━━━ Given entries

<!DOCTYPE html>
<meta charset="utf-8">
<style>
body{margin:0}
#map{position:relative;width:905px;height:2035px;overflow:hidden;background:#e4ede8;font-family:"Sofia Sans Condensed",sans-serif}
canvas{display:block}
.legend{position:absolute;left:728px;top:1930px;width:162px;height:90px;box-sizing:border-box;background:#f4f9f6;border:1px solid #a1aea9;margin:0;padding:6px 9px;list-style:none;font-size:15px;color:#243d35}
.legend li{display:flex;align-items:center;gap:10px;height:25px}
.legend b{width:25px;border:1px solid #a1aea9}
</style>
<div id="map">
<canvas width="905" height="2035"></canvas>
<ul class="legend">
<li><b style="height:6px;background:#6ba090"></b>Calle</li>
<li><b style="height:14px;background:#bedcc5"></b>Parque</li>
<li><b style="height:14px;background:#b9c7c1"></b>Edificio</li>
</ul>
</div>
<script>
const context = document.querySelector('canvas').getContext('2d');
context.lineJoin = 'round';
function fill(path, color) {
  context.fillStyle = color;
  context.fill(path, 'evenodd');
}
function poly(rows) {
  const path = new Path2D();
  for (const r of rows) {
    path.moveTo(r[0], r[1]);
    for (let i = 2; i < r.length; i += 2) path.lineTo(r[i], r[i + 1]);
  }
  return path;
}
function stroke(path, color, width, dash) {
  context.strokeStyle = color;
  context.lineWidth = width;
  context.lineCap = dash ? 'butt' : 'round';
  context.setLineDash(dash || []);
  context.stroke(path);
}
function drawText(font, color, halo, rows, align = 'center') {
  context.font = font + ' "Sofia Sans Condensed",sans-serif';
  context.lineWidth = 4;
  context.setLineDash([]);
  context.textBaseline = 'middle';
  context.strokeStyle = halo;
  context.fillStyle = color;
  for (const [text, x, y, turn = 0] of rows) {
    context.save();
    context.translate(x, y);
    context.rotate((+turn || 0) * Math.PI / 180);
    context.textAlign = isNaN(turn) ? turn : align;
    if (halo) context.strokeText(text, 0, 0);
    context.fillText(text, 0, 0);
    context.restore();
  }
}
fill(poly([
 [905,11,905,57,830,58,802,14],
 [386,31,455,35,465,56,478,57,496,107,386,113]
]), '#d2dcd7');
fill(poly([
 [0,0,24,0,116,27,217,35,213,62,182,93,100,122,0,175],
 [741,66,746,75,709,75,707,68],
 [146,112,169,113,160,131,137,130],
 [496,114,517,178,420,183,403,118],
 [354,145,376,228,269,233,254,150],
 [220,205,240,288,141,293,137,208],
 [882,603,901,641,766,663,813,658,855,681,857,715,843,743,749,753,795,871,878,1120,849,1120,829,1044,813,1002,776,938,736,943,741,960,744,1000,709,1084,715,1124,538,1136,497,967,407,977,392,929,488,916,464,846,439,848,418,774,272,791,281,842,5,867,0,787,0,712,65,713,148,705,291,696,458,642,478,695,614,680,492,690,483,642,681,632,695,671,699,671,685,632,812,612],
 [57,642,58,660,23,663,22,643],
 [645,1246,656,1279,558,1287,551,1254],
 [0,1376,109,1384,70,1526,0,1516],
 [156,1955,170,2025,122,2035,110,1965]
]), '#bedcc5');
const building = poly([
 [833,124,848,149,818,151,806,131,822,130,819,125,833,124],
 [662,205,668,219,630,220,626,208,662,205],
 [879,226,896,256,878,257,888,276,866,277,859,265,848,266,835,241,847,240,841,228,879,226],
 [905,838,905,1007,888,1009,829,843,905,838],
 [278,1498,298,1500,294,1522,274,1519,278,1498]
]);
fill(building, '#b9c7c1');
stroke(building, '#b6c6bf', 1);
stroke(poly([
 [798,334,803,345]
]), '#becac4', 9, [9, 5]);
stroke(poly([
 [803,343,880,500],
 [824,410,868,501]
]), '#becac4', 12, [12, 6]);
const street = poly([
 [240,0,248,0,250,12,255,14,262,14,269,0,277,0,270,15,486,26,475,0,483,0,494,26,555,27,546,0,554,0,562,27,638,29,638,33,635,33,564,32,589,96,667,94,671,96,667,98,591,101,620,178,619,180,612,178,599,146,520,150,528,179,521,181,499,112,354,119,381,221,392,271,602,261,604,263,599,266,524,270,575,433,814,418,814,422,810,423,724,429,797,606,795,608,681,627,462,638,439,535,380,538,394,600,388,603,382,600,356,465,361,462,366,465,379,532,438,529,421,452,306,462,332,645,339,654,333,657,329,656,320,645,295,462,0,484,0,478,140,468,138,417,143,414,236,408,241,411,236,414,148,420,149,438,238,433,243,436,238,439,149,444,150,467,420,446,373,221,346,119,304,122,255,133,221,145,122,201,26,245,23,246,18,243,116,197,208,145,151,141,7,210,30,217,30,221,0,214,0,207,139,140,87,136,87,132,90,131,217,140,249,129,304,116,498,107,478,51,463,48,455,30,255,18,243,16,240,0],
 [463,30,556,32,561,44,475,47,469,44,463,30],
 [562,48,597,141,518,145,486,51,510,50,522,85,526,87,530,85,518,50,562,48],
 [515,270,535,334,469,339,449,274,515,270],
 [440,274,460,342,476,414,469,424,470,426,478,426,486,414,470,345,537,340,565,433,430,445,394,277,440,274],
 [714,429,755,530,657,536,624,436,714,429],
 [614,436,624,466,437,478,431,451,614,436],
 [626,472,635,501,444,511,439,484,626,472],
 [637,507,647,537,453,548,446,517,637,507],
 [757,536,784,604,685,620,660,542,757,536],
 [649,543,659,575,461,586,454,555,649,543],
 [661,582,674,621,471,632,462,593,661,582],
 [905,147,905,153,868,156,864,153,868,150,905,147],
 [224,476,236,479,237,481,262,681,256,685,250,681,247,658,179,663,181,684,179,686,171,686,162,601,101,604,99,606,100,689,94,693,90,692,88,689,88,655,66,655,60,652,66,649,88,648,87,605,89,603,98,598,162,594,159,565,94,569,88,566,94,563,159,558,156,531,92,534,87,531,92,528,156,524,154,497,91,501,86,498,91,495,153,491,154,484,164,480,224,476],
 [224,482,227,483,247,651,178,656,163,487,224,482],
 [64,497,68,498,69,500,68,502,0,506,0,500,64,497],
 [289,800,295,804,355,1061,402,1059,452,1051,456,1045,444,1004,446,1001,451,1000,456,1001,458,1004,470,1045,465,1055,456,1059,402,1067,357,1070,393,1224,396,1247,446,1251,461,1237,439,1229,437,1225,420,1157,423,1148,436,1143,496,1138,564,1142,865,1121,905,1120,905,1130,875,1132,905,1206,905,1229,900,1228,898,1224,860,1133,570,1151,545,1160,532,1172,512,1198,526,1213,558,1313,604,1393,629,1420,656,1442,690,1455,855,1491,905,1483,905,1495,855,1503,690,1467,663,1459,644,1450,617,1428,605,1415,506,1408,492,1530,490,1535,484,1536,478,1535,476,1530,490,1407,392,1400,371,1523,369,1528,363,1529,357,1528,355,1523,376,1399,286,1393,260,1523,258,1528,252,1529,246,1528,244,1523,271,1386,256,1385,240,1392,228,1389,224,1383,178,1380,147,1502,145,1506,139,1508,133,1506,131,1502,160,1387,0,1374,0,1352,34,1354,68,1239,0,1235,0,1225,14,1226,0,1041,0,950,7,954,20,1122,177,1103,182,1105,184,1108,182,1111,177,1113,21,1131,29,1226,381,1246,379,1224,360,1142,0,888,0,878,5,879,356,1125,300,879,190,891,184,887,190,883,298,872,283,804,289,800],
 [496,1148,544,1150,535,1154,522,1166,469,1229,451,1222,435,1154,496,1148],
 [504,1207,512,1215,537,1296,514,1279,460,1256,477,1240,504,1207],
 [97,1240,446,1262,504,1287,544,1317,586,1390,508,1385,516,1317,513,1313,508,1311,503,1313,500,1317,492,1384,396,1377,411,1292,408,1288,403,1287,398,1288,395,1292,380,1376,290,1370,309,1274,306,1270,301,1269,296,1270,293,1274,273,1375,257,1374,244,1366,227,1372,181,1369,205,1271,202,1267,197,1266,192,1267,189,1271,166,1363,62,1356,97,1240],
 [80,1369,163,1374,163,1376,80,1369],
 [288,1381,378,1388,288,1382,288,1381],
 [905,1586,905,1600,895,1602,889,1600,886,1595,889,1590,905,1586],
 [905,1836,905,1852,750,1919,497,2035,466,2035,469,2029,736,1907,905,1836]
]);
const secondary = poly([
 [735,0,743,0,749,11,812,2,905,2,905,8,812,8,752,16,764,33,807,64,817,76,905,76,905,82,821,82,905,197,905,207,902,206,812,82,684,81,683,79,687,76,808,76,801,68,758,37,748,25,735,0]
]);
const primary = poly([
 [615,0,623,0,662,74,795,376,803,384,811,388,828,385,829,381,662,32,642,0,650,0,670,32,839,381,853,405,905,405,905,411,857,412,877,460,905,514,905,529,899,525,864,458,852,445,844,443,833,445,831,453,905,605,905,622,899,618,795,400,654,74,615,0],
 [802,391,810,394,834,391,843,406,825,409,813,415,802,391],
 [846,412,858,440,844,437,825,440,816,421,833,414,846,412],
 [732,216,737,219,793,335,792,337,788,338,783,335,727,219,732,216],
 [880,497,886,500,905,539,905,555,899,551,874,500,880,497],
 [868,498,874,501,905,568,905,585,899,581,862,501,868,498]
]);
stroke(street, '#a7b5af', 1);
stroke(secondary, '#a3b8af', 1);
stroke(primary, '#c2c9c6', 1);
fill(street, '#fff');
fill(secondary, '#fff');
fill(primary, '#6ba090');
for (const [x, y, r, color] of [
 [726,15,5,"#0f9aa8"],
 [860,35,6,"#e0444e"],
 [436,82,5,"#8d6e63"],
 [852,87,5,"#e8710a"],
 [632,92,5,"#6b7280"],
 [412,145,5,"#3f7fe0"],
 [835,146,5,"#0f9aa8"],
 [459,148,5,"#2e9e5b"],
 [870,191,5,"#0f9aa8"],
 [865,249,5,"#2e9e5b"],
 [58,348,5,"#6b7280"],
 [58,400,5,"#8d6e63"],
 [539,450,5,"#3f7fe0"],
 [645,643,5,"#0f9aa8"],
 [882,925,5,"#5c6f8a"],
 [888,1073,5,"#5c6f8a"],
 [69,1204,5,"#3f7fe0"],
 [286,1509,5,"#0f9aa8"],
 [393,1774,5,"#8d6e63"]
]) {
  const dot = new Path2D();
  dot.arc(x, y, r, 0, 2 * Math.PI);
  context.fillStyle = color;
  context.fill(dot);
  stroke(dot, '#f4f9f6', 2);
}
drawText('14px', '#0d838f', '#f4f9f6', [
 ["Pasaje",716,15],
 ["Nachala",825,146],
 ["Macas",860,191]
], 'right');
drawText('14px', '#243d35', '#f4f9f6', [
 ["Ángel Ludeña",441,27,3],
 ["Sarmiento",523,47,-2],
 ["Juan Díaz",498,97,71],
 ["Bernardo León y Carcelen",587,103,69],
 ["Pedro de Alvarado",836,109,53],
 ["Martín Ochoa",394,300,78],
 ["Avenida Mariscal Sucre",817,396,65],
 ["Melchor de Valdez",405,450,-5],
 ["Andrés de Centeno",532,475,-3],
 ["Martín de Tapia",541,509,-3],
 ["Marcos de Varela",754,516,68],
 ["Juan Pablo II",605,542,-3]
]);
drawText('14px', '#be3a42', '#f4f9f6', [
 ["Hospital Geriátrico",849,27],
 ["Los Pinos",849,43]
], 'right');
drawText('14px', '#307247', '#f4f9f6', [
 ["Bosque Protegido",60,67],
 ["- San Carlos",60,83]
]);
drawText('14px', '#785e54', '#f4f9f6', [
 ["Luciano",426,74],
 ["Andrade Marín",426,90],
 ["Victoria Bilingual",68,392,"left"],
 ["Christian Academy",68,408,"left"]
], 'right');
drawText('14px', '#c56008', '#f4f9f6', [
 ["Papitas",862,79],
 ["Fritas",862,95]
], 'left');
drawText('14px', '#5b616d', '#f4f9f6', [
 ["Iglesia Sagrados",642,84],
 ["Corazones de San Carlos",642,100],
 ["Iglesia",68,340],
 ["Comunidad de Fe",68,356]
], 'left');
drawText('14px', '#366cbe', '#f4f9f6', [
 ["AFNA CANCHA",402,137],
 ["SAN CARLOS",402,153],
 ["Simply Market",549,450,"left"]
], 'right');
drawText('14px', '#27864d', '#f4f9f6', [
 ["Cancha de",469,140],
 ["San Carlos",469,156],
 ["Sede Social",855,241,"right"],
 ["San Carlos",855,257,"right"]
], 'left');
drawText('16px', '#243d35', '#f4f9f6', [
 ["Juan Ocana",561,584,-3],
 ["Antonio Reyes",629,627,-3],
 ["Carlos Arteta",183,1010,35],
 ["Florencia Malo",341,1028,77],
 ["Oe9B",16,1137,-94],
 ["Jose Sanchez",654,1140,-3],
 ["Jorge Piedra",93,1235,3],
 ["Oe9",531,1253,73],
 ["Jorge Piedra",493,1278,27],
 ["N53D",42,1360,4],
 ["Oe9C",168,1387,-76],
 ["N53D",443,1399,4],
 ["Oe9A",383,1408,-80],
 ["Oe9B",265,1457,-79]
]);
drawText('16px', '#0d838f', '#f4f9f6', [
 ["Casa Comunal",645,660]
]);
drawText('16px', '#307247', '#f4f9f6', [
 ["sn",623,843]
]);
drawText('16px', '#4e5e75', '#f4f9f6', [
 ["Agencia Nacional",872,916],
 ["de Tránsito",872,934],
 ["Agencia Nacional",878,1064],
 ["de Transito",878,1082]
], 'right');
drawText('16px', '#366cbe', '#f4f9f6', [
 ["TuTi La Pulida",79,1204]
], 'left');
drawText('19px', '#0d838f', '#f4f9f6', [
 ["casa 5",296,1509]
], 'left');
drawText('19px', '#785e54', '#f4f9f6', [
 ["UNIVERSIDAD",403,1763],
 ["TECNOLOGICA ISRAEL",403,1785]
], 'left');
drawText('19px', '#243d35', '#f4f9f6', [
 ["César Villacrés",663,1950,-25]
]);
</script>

━━━━━━

> [Work order]: In the entries above, identify each line that includes the string "lineWidth", then copy it.

> [Finished exercise]:
  context.lineWidth = width;
  context.lineWidth = 4;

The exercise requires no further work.